### Task goal
The records below are to be set down word for word, with every picture left out.

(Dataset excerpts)
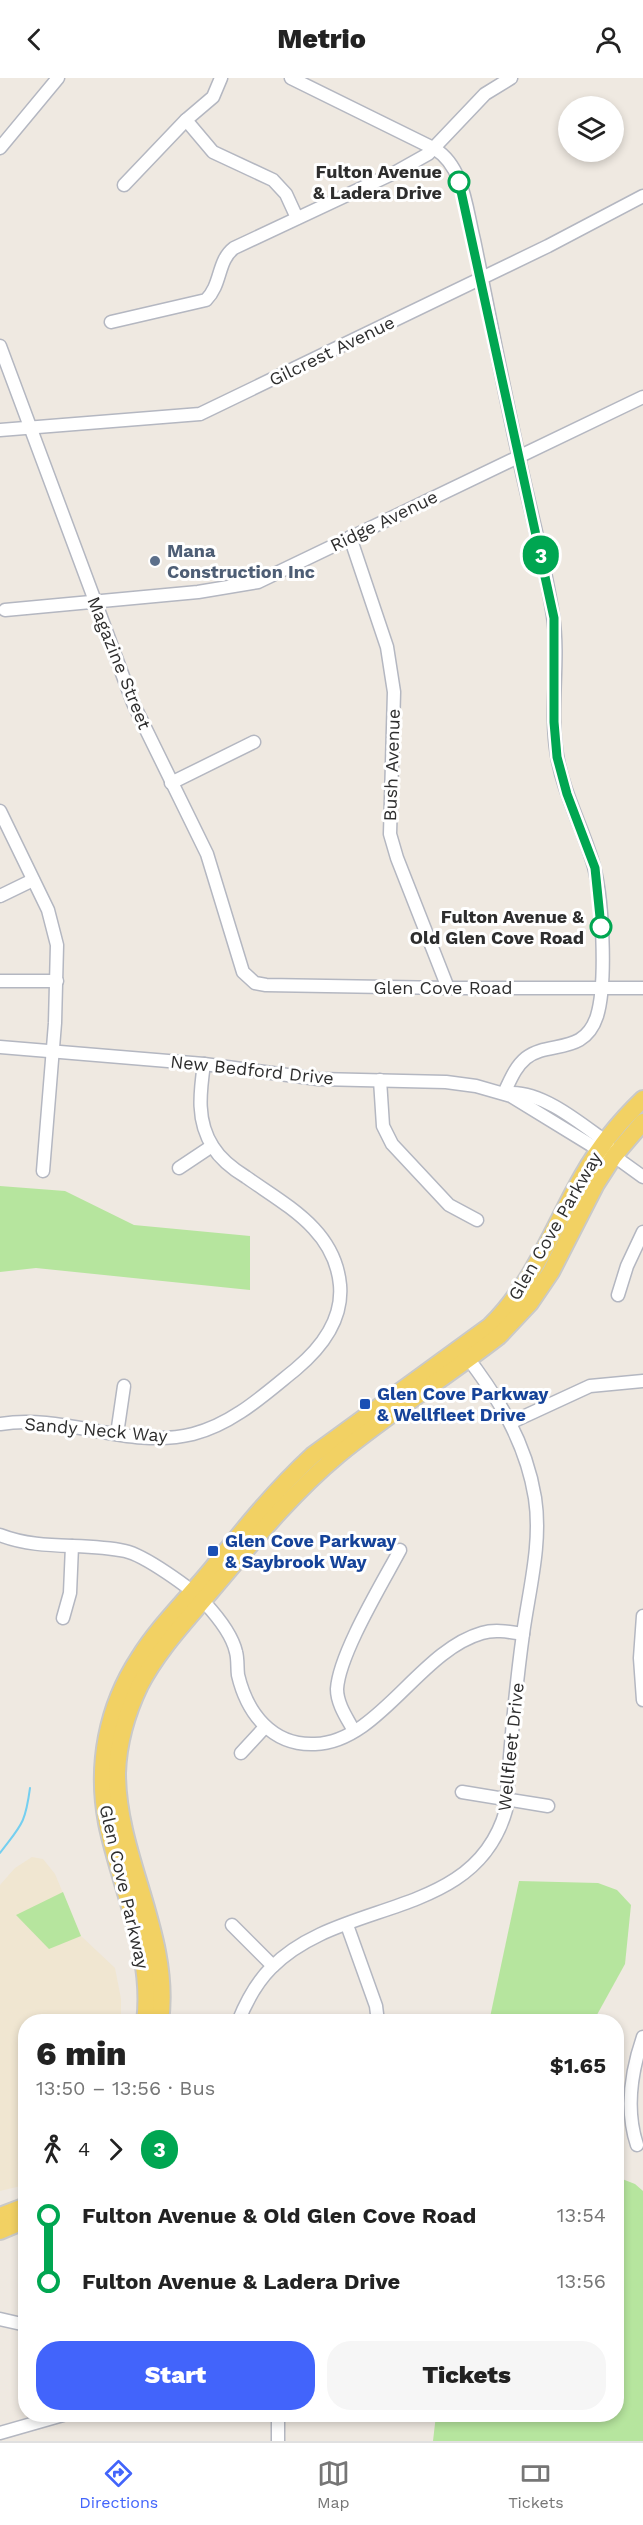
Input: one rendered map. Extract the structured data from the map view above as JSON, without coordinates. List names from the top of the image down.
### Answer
{
  "streets": {
    "main road": ["Glen Cove Parkway"],
    "street": [
      "Gilcrest Avenue",
      "Ridge Avenue",
      "Magazine Street",
      "Bush Avenue",
      "Glen Cove Road",
      "New Bedford Drive",
      "Sandy Neck Way",
      "Wellfleet Drive"
    ]
  },
  "crossings": [
    ["Gilcrest Avenue", "Magazine Street"],
    ["Ridge Avenue", "Magazine Street"],
    ["Ridge Avenue", "Bush Avenue"],
    ["Magazine Street", "Glen Cove Road"],
    ["Bush Avenue", "Glen Cove Road"],
    ["New Bedford Drive", "Glen Cove Parkway"],
    ["New Bedford Drive", "Sandy Neck Way"],
    ["Glen Cove Parkway", "Wellfleet Drive"]
  ],
  "places": {
    "other": ["Fulton Avenue & Ladera Drive", "Mana Construction Inc", "Fulton Avenue & Old Glen Cove Road"],
    "transit": ["Glen Cove Parkway & Wellfleet Drive", "Glen Cove Parkway & Saybrook Way"]
  },
  "lines": ["bus line 3"],
  "page": {
    "header": "Metrio",
    "on_map": "3",
    "heading": ["6 min", "13:50 – 13:56 · Bus", "$1.65"],
    "legs": ["4", "3"],
    "list": [
      {
        "name": "Fulton Avenue & Old Glen Cove Road",
        "value": "13:54"
      },
      {
        "name": "Fulton Avenue & Ladera Drive",
        "value": "13:56"
      }
    ],
    "buttons": ["Start", "Tickets"],
    "tabs": ["Directions", "Map", "Tickets"]
  }
}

### Written solution
Input: one rendered map. Extract the structured data from the map view above as JSON, without coordinates. List names from the top of the image down.
### Answer
{
  "streets": {
    "main road": ["Glen Cove Parkway"],
    "street": [
      "Gilcrest Avenue",
      "Ridge Avenue",
      "Magazine Street",
      "Bush Avenue",
      "Glen Cove Road",
      "New Bedford Drive",
      "Sandy Neck Way",
      "Wellfleet Drive"
    ]
  },
  "crossings": [
    ["Gilcrest Avenue", "Magazine Street"],
    ["Ridge Avenue", "Magazine Street"],
    ["Ridge Avenue", "Bush Avenue"],
    ["Magazine Street", "Glen Cove Road"],
    ["Bush Avenue", "Glen Cove Road"],
    ["New Bedford Drive", "Glen Cove Parkway"],
    ["New Bedford Drive", "Sandy Neck Way"],
    ["Glen Cove Parkway", "Wellfleet Drive"]
  ],
  "places": {
    "other": ["Fulton Avenue & Ladera Drive", "Mana Construction Inc", "Fulton Avenue & Old Glen Cove Road"],
    "transit": ["Glen Cove Parkway & Wellfleet Drive", "Glen Cove Parkway & Saybrook Way"]
  },
  "lines": ["bus line 3"],
  "page": {
    "header": "Metrio",
    "on_map": "3",
    "heading": ["6 min", "13:50 – 13:56 · Bus", "$1.65"],
    "legs": ["4", "3"],
    "list": [
      {
        "name": "Fulton Avenue & Old Glen Cove Road",
        "value": "13:54"
      },
      {
        "name": "Fulton Avenue & Ladera Drive",
        "value": "13:56"
      }
    ],
    "buttons": ["Start", "Tickets"],
    "tabs": ["Directions", "Map", "Tickets"]
  }
}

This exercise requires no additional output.